The truth about writing is that you can do it in just about anything. Pencil on paper. A plain text editor. A bespoke writing app. Most of the choices come down to personal preference and workflow.
For me and my personal preferences there’s definitely a sweet spot between simplicity and having loads of nifty features. The needle is pointed firmly in the direction of simplicity. Highland 2 is a markdown editor, which in itself helps to keep things on the simple side. (When you’re writing fiction you need almost no formatting.)
The main difference between simple text editors and bespoke writing apps, is that dedicated writing apps tend to include some form of document management. This usually means a navigation sidebar. Highland 2 also has an ‘includes’ feature, which can be used to join multiple files (chapters) together into a single document. It’s nice but I’m not sure if it’s a game changer.
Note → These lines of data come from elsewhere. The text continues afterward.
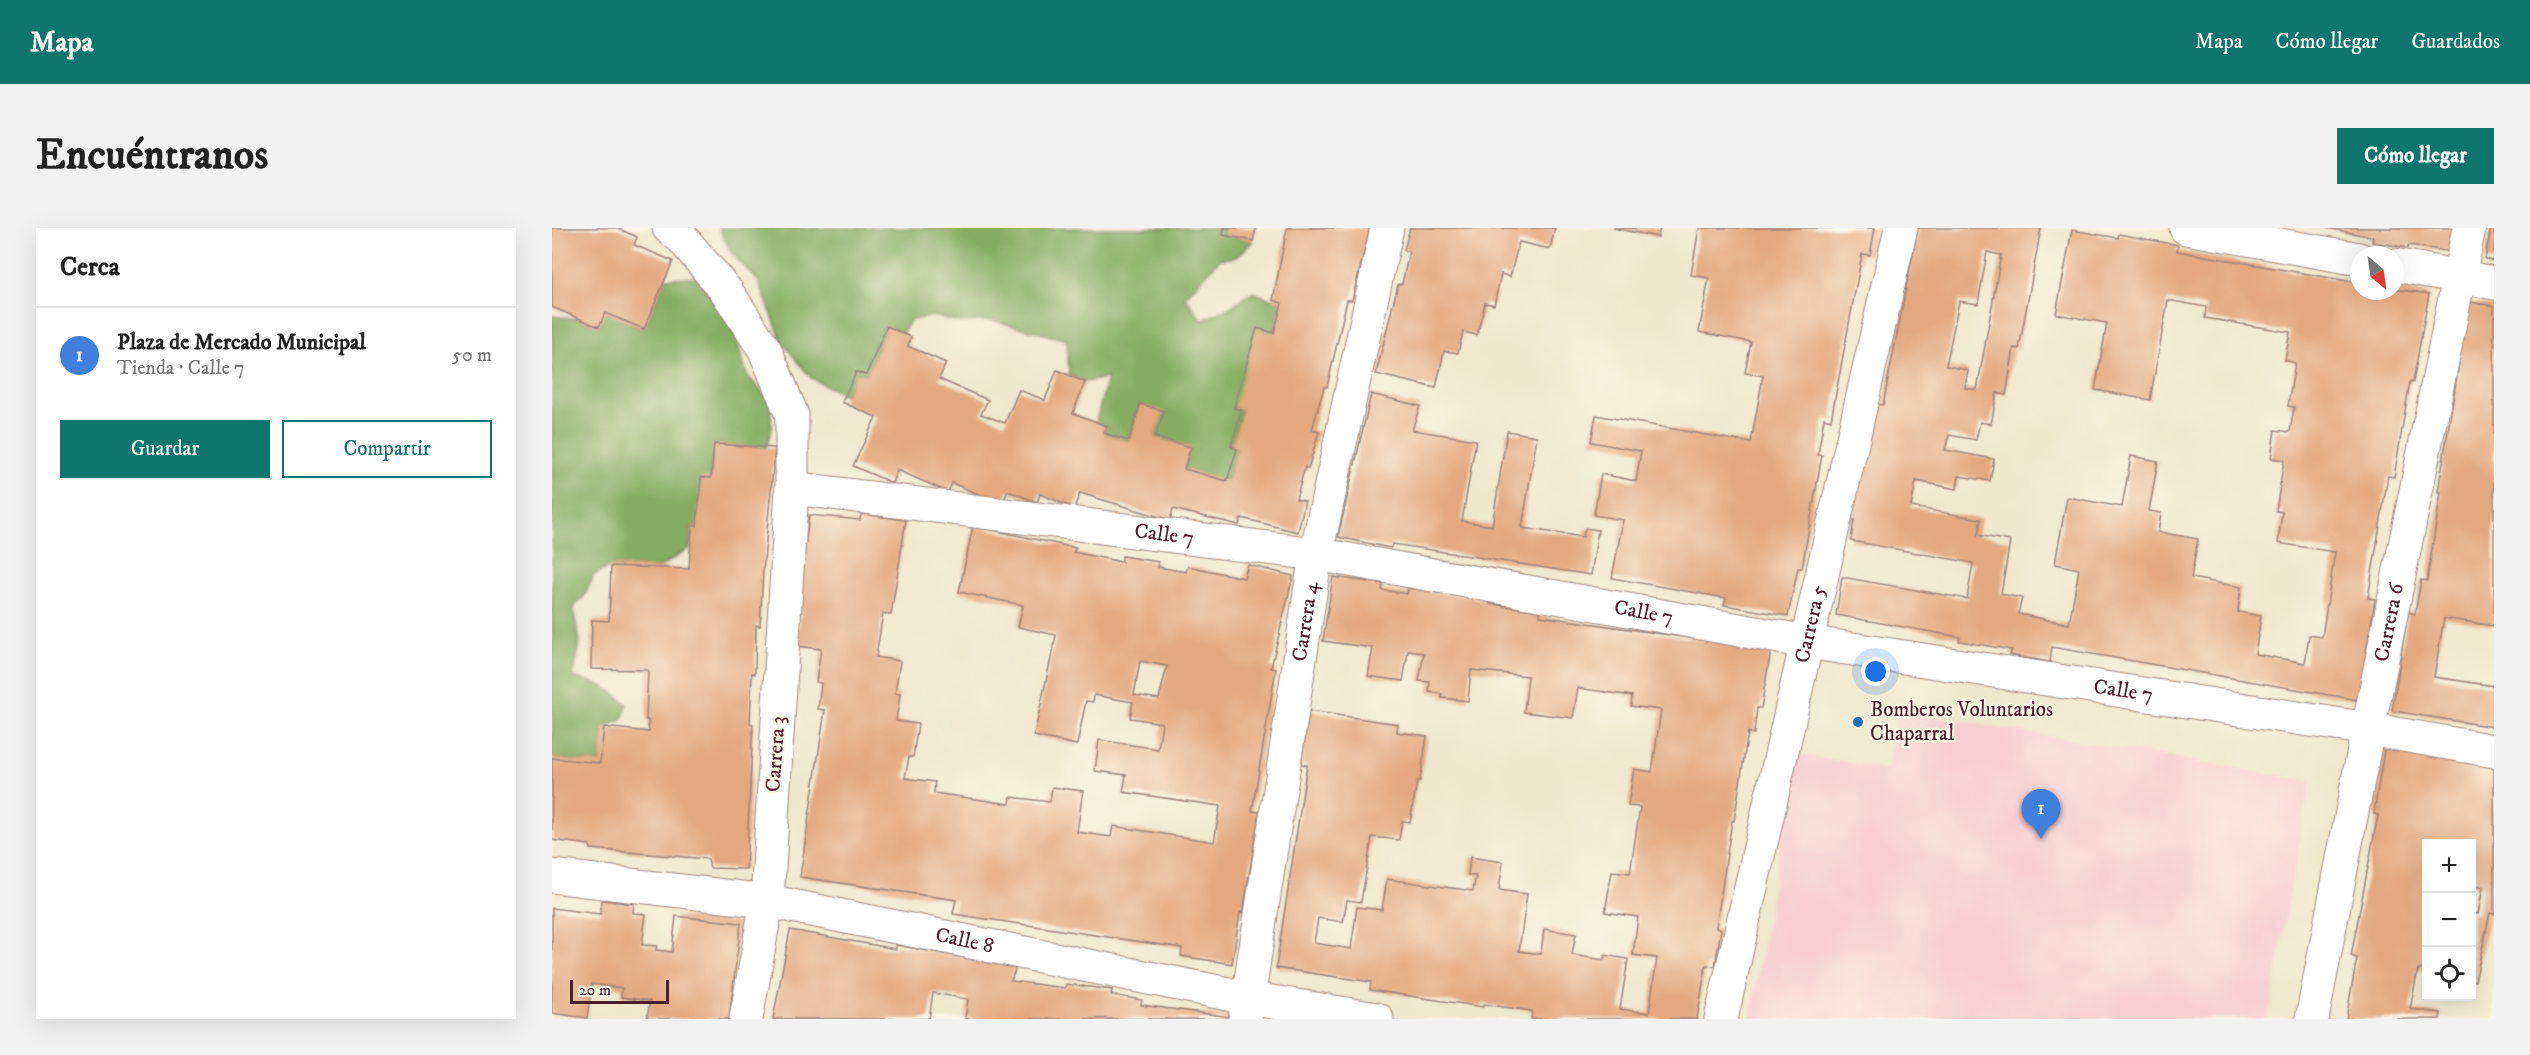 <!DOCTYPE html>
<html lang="es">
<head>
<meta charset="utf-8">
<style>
	:root { --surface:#fff; --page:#f2f2f2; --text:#222; --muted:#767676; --line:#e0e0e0; --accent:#0f766e }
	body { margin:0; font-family:"IM FELL DW Pica",serif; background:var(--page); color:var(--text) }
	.controls { position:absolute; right:18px; bottom:18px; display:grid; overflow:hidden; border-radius:0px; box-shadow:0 6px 24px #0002 }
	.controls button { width:54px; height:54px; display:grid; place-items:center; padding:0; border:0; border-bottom:2px solid var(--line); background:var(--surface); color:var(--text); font:30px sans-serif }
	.compass { position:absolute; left:1798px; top:18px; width:54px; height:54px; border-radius:50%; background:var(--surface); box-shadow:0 6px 24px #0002; rotate:151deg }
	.scale { position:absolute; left:18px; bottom:15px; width:99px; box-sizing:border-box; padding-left:6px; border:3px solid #4a1f2b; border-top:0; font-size:16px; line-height:21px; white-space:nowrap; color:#4a1f2b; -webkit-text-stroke:4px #fcf5e5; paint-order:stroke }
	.you { position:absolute; left:1324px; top:444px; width:21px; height:21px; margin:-15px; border:4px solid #fff; border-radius:50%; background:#1a73e8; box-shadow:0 0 0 9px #1a73e833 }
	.badge { display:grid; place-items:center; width:39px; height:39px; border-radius:50%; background:var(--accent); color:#fff; font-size:20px; font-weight:700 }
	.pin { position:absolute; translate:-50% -50px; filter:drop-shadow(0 2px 3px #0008) }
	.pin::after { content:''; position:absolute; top:32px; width:21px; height:18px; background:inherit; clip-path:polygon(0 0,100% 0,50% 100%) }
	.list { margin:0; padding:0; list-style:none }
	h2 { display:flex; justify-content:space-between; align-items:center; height:78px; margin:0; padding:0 24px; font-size:26px }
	h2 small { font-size:20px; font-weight:400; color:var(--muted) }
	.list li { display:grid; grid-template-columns:39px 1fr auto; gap:18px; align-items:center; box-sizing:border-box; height:96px; padding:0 24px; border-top:2px solid var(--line) }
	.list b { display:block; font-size:22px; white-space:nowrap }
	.list p { margin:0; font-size:20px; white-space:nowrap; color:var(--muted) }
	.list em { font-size:20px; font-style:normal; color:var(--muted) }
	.actions { display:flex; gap:12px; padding:18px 24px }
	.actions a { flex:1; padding:14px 0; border:2px solid var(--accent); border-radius:0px; text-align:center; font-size:21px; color:var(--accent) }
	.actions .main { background:var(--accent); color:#fff }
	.icon { flex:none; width:33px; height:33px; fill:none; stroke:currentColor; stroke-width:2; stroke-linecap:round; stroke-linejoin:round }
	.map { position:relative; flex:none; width:1942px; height:791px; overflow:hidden; border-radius:0px }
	header { display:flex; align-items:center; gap:36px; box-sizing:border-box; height:84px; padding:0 30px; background:var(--accent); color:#fff }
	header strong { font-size:28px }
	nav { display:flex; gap:33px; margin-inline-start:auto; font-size:21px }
	.intro { display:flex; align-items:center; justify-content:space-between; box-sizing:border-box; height:144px; padding:0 36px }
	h1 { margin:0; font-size:42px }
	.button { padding:15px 27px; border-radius:0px; background:var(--accent); color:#fff; font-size:21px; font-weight:700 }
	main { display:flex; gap:36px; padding:0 36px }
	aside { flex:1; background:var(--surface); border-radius:0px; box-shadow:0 6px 24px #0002 }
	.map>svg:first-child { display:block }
</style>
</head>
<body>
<header>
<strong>Mapa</strong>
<nav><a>Mapa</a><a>Cómo llegar</a><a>Guardados</a></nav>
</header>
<div class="intro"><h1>Encuéntranos</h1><a class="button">Cómo llegar</a></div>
<main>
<aside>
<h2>Cerca<small></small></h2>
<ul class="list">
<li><span class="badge" style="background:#3f7fe0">1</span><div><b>Plaza de Mercado Municipal</b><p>Tienda · Calle 7</p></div><em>50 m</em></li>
</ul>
<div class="actions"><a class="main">Guardar</a><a>Compartir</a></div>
</aside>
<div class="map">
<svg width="1942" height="791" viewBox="0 0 1942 791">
	<rect width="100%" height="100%" fill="#fcf5e5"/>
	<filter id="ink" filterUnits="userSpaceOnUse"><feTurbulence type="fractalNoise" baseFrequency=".0167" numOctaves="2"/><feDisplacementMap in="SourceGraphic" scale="12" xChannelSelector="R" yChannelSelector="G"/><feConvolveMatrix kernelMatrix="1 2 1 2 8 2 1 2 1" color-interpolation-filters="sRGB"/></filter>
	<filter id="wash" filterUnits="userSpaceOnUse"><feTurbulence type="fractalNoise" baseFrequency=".008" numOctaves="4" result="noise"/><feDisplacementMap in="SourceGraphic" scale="24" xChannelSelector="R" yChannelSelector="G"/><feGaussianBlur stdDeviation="1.35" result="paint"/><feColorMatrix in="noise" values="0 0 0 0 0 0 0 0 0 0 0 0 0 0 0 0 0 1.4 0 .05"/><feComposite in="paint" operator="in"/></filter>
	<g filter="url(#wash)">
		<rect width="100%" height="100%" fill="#efe8cc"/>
		<path fill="#f7cfd1" d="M1345,482L1758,553L1716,791H1198L1244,526L1335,541Z"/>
		<g fill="#85ad64" stroke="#686648" stroke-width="1.5">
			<path d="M167,0H672L671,7L701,13L685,29L668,31L633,69L650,92L675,81L701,64L730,75L722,105L682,180L690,182L679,218L685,221L675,253L632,241L638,219L603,209L611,183L588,176L577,213L552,205L555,198L544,194L555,150L533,154L517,147L515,112L440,92L408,94L380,88L359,92L350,105L335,99L314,147L304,144L293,168L259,150L231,115L207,54L179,24Z"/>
			<path d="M145,49L181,100L195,147L218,173L220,201L214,220L162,216L159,250L145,298H140L138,320L107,340L59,338L42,347L33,367L21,380L28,414L21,449C43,454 59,459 75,477L70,492L52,500L48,535L0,530V88L29,91L47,99L53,85L92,101L114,50Z"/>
		</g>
		<g id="blocks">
			<g fill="#e3a87f" fill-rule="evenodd">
				<path d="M0,0H65L85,9L82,17L121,33L92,101L53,85L47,99L0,79Z"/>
				<path d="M672,0H704L701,13L671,7Z"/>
				<path d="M735,0H818L800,72H795L775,159H772L760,202L767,204L756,241L753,239L744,271L753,273L746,304L689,290L687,297L621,281L618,292L528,265L522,280L488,266L485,274L456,263L450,276L400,255L396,264L345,242L340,255L301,238L324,189L290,174L304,144L314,147L335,98L359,109L356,118L394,135L387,151L436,172L429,186L453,195L467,162L493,172L505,142L533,154L521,185L555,198L552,205L577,213L588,176L612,183L603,209L639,219L632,241L675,253L685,221L679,218L690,182L682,180L705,100L722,105L730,75L721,72Z"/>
				<path d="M858,0H1003L998,21L967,14L958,49L949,46L942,77L933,75L925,107L911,104L906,125L892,123L884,160L824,146L846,56H850L857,24L852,22Z"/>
				<path d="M1061,0H1108L1106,9Z"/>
				<path d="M1147,0H1323L1318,27L1310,26L1279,192L1272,190L1266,227H1270L1250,340H1246L1236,388L1172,377L1174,370L1060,350L1071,292L1042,287L1049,246L1084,253L1089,223L1039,214L1044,187L1199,215L1211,148L1193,145L1199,114L1147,104L1157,50L1139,47Z"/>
				<path d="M1366,0H1489L1467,121L1462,120L1454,167L1445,165L1439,196L1428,194L1424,212L1397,207L1393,222L1442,231L1438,253L1407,248L1405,261L1364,253L1359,279L1429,291L1426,307L1458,313L1449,366L1470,370L1466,386L1517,396L1527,341L1503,336L1515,269L1570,279L1579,228L1606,233L1597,283L1609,285L1606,304L1646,311L1639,350L1689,359L1686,384L1709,388L1703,426L1753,435L1757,407L1770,409L1783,324L1726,315L1730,284L1724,283L1732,232L1719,230L1723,202L1738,204L1742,179L1736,178L1743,135L1733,132L1738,104L1653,90L1654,79L1616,72L1598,172L1543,162L1555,95L1504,86L1520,2L1566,10L1567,6L1626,17L1625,23L1807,55V63H1843V61L1877,66L1861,154L1858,153L1842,249L1836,248L1816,370L1823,371L1806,472L1500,419L1498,434L1458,427L1460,422L1407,413L1408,409L1284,387L1290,349L1415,371L1421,335L1299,313L1302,292H1299L1314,208L1318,209L1324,176L1331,177ZM1435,24L1449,27L1425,162L1413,160L1416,142L1394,138L1407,73L1426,76Z"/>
				<path d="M1775,0H1904L1900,24L1857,17L1856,20L1820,14L1821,9Z"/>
				<path d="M1939,0H1942V33L1933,31Z"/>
				<path d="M1917,74L1942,78V398L1892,390L1882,449L1942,458V499L1840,483L1856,384L1863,386L1869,352L1875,353L1889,264H1886Z"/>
				<path d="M819,166L868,178L860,202L924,212L910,293L940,298L955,203L985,208L970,300L1031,309L1033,300L1046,302L1039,347L841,316L838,320L786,309Z"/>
				<path d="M162,216L223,220L211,343L208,398L204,397L203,446L200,445L198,496H201L194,641L158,640L156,631L39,621L38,617L0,612V530L48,535L52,499L97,504L96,492H94L96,442L39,441L40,392L57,393L59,338L137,341L140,298H145L149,249L159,250Z"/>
				<path d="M309,286L354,292L339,387L331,385L324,429L348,433L343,466H348L344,493L366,496L361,529H357L353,550L383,554L382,565L458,576L459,569L498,574L500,559L531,563L525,604L559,609L561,598L662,614L668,578L571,564L574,547L543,543L547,512L606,521L610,495L578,490L581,474L542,467L541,474L534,473L525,517L482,508L504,407L466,399L471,377L407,364L421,298L524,320L521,324L570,334V328L606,334V339L634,344L636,338L692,350L696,337L741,348L719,440L724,441L700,583L707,584L691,685L688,684L680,736L629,728L630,720L401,686L404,672L248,649L273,482L266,481L269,455L264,454L269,421L244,418L250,378L242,377L252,329L257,287L308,292ZM588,433L615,438L607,471L582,467Z"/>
				<path d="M781,349L831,356L830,362L855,366L856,360L938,372V376L988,383V388L1219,422L1209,480H1205L1202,506L1196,504L1182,593H1180L1164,700L1169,701L1163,738L1154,737L1145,791H979L980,783L931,776V779L818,762L819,754L724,740L755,537L749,536L757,483L846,496L845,504L875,508L868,553H865L858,594L850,593L847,612L820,609L809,674L795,672L791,694L766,690L762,715L799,721L805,679L830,682L835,651L921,663L924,648L916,647L918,629L951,634L947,662L975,666L967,723L989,726L992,701L1024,706L1020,727L1052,732L1053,727L1076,731L1068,781L1097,785L1105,730L1081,727L1086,689L1053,684L1060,643L1078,645L1088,579L1076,578L1082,541L1100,544L1109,482L1079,478L1080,468L1026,460L1021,490L972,484L976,448L919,442L916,473L890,470V466L877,464L878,454L867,453L872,425L856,423L851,453L816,448L821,420L771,413Z"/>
				<path d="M1833,515L1886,524L1885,530L1942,539V686L1938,685L1923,753L1920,752V685L1926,686L1931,659L1920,658V615H1875L1874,742L1866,741L1858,781L1889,785L1888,791H1794L1805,730L1799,728L1826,587L1822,586Z"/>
				<path d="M50,672L82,676L81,685L94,686L90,717L105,718L104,722L120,724L124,688L189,695L177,791H95L98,773L69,769L70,760L40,756L35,790L0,785V680L48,686Z"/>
				<path d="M238,702L344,721V717L464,739L459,753L513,760L514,756L560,762L559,767L590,772L589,777L679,789V791H413L416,771L381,765L377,791H221Z"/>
			</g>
		</g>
	</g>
	<g filter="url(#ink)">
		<use href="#blocks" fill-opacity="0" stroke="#9c847c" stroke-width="1.5"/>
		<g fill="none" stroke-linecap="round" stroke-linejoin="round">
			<defs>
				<g id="minor">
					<path d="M117,0L130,10L175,64L213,122L240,187V260L215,673L194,791"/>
					<path d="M1634,0L1807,31"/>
					<path d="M1843,37L1942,55"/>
					<path id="s1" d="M240,260L764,326L1255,414L1816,501L1942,523"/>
					<path id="s2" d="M0,648L215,673L696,770L825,791"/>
					<path id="s3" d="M693,791L764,326L835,0"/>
					<path id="s4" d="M1169,791L1349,0"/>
					<path id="s5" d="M1760,791L1816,501L1917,0"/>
				</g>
			</defs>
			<use href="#minor" stroke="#9c847c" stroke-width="35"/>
			<use href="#minor" stroke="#fff" stroke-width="33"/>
		</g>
	</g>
	<circle fill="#1f6fb2" stroke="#fcf5e5" stroke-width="2" cx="1306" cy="494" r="6"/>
	<g text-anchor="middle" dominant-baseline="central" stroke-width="4.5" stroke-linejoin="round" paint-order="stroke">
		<g font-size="21" fill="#4a1f2b" stroke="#fcf5e5">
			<text stroke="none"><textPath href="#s1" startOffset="375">Calle 7</textPath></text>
			<text stroke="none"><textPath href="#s1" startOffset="861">Calle 7</textPath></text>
			<text stroke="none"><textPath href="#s3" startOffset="402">Carrera 4</textPath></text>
			<text stroke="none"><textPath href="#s5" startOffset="404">Carrera 6</textPath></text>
			<text stroke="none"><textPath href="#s4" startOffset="405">Carrera 5</textPath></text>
			<text stroke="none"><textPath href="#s1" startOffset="1347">Calle 7</textPath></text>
			<text transform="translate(224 526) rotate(-86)">Carrera 3</text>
			<text stroke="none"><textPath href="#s2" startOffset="418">Calle 8</textPath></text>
		</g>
		<g font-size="21" fill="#4a1f2b" stroke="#fcf5e5" text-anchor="start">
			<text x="1318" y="482">Bomberos Voluntarios<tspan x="1318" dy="24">Chaparral</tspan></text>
		</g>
	</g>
</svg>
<div class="controls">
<button>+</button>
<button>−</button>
<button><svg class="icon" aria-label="locate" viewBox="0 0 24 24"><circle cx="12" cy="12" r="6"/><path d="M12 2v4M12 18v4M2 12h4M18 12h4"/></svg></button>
</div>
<svg class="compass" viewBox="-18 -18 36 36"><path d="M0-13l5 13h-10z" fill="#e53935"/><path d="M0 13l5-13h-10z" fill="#767676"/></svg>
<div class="scale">20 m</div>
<div class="you"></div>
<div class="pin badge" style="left:1489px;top:611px;background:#3f7fe0">1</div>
</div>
</main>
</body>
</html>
Scrivener, for example, builds the ‘separate files’ into a single file and shows them in the sidebar. It’s Scrivener’s most useful feature. Ulysses offers much the same thing with it’s ‘sheets’ feature.
In DBC Pierre’s great book about writing literary fiction, Release the Bats: Writing Your Way Out Of It, he gives some truly wonderful tips about writing a novel. One of my favourite pieces of advice is comically simple. On your computer, create a folder with the name of a novel as its title and use a separate file for each chapter. When you’re done, copy the chapters together. In terms of document management it’s really that simple.
In other apps like iA Writer you have to resort to the traditional method that DBC Pierre mentions. Use folders with a separate file for each chapter. On a side note, if you’re using iA Writer, Byword or another text editor that doesn’t offer extensive document management, it’s actually pretty straightforward to merge multiple .txt files using BBEdit.)
The other option is to stick with a single file when writing a novel and use something like Word’s outline view. A lot of this comes down to personal preference.
Highland 2 offers a nice balance of personal customisation while never feeling over-complicated. It includes some interesting features. The question is, does it solve any problems that a simple text editor (and plain text files) or a word processor like Microsoft Word can’t already handle?